▶ WHAT TO WORK ON
Which lines of the records below contain the word "position"? Report each of them in full.

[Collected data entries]
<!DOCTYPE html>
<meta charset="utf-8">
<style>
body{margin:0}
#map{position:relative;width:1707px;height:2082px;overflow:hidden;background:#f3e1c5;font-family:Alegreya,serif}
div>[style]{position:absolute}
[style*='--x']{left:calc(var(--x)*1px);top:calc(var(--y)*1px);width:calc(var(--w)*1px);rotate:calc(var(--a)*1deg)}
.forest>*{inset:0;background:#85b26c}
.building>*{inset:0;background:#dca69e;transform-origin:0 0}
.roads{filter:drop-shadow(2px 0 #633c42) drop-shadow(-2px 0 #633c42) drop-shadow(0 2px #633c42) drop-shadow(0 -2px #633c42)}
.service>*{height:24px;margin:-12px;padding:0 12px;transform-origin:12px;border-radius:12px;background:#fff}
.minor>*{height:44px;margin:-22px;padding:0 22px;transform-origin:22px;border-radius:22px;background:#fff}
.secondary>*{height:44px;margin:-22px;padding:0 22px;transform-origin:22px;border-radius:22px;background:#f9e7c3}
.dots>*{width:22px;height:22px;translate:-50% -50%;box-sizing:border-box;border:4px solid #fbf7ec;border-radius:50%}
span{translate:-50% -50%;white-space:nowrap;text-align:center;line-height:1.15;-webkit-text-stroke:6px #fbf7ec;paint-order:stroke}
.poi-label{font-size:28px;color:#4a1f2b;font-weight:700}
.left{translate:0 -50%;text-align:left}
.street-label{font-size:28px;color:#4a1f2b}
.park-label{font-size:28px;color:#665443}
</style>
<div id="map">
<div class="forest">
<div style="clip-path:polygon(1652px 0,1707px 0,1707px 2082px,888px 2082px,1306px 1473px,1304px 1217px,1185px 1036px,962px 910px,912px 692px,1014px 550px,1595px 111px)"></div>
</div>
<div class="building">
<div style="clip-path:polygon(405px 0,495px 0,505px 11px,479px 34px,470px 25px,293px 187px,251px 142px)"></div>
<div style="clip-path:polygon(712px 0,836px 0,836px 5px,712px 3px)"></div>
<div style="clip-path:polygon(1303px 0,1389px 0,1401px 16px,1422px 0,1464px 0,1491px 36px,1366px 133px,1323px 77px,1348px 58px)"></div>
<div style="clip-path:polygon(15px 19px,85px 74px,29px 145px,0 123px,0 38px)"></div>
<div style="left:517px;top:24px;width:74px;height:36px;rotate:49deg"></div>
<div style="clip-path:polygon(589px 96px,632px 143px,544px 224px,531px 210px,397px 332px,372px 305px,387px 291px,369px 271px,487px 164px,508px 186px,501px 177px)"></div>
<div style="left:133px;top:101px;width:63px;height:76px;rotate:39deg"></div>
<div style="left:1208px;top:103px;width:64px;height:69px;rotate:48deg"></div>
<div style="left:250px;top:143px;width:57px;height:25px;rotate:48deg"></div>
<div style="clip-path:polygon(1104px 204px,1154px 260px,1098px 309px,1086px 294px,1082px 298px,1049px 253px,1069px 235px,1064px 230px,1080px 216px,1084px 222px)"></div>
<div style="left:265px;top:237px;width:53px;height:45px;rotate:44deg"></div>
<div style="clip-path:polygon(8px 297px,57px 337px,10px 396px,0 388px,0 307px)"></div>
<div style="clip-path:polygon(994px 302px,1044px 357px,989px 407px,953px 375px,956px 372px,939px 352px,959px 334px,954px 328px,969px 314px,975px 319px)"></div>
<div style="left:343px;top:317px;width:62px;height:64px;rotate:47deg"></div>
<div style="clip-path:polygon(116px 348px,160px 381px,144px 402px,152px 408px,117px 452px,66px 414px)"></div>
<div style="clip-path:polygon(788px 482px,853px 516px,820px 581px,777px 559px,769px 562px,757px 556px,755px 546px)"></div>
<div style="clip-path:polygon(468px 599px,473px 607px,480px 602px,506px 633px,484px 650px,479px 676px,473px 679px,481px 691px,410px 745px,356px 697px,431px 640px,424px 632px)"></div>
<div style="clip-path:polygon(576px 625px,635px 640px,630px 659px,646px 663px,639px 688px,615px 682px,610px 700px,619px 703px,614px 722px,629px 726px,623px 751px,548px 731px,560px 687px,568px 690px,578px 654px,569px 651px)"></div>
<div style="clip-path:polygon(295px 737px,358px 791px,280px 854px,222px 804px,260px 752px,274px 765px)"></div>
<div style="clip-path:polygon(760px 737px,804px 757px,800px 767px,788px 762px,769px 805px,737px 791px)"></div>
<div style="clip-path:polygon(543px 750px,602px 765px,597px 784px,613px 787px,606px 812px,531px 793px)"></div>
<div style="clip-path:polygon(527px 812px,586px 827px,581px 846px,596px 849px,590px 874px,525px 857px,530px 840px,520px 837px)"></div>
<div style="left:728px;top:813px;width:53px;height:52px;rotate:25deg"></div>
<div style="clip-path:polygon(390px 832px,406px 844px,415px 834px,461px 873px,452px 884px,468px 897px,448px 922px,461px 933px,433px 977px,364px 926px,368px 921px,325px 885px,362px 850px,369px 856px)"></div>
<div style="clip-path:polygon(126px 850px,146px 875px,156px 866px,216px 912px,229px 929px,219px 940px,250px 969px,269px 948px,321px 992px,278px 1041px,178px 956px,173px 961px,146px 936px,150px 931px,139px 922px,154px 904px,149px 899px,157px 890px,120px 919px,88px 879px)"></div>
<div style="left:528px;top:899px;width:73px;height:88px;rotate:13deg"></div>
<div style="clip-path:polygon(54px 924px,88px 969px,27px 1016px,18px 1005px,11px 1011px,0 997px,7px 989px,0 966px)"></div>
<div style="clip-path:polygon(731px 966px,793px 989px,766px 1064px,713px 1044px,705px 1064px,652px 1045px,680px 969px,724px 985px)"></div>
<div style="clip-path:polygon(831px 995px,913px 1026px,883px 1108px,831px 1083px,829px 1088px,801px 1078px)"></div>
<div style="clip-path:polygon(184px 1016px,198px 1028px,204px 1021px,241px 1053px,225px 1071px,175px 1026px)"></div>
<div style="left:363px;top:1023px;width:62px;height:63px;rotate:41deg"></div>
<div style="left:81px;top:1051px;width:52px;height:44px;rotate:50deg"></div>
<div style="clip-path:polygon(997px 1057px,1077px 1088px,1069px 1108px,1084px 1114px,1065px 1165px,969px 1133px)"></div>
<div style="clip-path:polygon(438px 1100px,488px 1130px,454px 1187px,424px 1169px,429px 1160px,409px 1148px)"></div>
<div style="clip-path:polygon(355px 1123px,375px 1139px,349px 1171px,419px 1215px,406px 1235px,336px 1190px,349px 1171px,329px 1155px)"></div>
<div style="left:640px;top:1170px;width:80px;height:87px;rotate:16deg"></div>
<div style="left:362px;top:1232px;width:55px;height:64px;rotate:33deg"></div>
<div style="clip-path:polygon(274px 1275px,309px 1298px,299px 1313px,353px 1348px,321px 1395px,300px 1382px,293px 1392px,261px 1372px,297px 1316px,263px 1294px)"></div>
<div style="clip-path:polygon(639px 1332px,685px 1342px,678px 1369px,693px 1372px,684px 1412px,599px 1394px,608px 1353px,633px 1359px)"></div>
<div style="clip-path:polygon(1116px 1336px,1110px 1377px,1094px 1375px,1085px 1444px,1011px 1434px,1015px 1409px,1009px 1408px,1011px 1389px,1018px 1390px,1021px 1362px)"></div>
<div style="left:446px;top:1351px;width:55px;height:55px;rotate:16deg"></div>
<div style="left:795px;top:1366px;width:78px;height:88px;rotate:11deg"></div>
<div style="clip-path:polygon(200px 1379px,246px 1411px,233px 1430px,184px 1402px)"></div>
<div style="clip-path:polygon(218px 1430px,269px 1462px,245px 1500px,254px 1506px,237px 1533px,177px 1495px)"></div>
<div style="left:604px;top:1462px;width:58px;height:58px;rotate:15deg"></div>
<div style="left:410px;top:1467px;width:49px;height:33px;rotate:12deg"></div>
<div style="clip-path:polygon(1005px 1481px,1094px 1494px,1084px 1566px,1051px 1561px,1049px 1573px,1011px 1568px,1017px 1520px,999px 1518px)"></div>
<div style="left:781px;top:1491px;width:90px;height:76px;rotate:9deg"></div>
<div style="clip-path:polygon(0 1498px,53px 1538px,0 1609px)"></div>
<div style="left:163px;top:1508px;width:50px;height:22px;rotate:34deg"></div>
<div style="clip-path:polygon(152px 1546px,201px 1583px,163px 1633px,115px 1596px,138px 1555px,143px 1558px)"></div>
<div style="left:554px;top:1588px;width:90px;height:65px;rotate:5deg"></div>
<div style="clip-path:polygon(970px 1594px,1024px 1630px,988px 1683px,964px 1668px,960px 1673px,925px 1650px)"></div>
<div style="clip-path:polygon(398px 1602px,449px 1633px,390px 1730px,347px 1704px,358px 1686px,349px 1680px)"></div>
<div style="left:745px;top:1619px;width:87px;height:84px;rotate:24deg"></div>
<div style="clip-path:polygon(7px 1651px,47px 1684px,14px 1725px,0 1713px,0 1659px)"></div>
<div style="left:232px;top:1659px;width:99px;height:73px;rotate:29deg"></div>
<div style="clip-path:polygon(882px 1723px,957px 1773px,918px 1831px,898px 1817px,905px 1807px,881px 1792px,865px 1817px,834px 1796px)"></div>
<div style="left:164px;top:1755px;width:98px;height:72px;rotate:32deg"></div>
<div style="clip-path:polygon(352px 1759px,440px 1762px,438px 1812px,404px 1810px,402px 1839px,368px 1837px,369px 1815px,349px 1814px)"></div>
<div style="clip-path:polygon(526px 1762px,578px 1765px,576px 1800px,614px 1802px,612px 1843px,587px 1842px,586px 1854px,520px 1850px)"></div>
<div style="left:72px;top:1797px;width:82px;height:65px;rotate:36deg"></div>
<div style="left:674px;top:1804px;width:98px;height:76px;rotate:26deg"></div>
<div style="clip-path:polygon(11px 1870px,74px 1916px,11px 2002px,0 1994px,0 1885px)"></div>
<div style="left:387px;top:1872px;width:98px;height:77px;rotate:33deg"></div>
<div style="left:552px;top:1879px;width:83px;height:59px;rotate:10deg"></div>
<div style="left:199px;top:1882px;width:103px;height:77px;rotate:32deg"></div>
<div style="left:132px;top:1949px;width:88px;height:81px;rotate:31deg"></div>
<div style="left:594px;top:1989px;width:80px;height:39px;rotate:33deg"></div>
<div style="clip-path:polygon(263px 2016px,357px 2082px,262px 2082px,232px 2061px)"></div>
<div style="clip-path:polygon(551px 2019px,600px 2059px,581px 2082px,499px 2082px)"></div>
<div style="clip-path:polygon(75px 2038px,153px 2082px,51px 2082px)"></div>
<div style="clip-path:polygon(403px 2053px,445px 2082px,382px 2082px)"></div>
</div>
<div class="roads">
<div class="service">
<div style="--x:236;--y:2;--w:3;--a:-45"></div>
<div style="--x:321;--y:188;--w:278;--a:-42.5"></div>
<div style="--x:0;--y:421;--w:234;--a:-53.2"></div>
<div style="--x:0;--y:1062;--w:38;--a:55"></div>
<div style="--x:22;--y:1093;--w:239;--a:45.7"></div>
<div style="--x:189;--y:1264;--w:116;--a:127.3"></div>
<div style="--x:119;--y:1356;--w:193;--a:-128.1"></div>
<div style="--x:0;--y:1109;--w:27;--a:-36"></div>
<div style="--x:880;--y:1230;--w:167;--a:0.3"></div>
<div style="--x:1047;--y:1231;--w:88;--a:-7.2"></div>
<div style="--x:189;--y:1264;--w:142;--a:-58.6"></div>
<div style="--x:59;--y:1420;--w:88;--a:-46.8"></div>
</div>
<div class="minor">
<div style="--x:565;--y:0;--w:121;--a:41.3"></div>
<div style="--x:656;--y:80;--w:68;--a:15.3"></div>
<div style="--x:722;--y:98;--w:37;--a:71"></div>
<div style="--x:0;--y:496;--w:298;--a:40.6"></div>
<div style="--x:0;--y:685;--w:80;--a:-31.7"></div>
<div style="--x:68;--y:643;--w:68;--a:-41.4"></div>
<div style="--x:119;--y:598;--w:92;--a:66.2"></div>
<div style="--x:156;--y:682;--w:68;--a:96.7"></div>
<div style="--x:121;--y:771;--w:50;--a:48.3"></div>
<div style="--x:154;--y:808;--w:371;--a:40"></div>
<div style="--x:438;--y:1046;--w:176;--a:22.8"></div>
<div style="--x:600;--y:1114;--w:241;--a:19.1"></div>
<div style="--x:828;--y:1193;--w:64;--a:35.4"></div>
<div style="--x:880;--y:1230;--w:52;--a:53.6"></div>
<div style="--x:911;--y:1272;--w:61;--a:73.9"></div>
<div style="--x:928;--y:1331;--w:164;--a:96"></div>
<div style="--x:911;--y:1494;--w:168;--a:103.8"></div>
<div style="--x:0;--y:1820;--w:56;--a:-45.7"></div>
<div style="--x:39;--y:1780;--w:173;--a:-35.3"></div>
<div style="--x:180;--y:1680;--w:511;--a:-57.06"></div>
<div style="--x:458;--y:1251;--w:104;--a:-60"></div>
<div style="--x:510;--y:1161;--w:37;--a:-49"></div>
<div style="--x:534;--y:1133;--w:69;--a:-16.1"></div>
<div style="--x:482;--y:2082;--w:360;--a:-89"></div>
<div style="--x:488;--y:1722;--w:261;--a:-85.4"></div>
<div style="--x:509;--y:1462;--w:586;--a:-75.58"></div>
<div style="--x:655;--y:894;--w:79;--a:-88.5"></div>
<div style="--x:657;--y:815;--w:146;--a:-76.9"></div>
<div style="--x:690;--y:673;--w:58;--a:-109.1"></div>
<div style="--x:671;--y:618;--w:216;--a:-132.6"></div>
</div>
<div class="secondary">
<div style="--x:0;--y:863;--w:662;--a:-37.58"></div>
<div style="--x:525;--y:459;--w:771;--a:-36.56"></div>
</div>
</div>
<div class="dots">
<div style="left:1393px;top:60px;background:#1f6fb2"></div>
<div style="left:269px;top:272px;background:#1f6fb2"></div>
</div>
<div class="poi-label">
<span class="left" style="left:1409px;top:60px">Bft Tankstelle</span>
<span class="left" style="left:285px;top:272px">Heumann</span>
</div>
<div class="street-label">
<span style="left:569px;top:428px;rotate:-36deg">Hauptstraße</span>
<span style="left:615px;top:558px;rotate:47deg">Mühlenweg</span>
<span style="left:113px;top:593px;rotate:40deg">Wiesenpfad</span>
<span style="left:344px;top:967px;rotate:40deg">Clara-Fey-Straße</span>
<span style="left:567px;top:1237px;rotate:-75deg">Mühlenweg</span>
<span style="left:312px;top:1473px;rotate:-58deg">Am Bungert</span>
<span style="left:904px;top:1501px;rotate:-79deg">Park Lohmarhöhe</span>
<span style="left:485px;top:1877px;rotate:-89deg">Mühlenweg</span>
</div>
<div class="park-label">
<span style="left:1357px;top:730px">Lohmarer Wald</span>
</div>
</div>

▶ EXERCISE RESPONSE
#map{position:relative;width:1707px;height:2082px;overflow:hidden;background:#f3e1c5;font-family:Alegreya,serif}
div>[style]{position:absolute}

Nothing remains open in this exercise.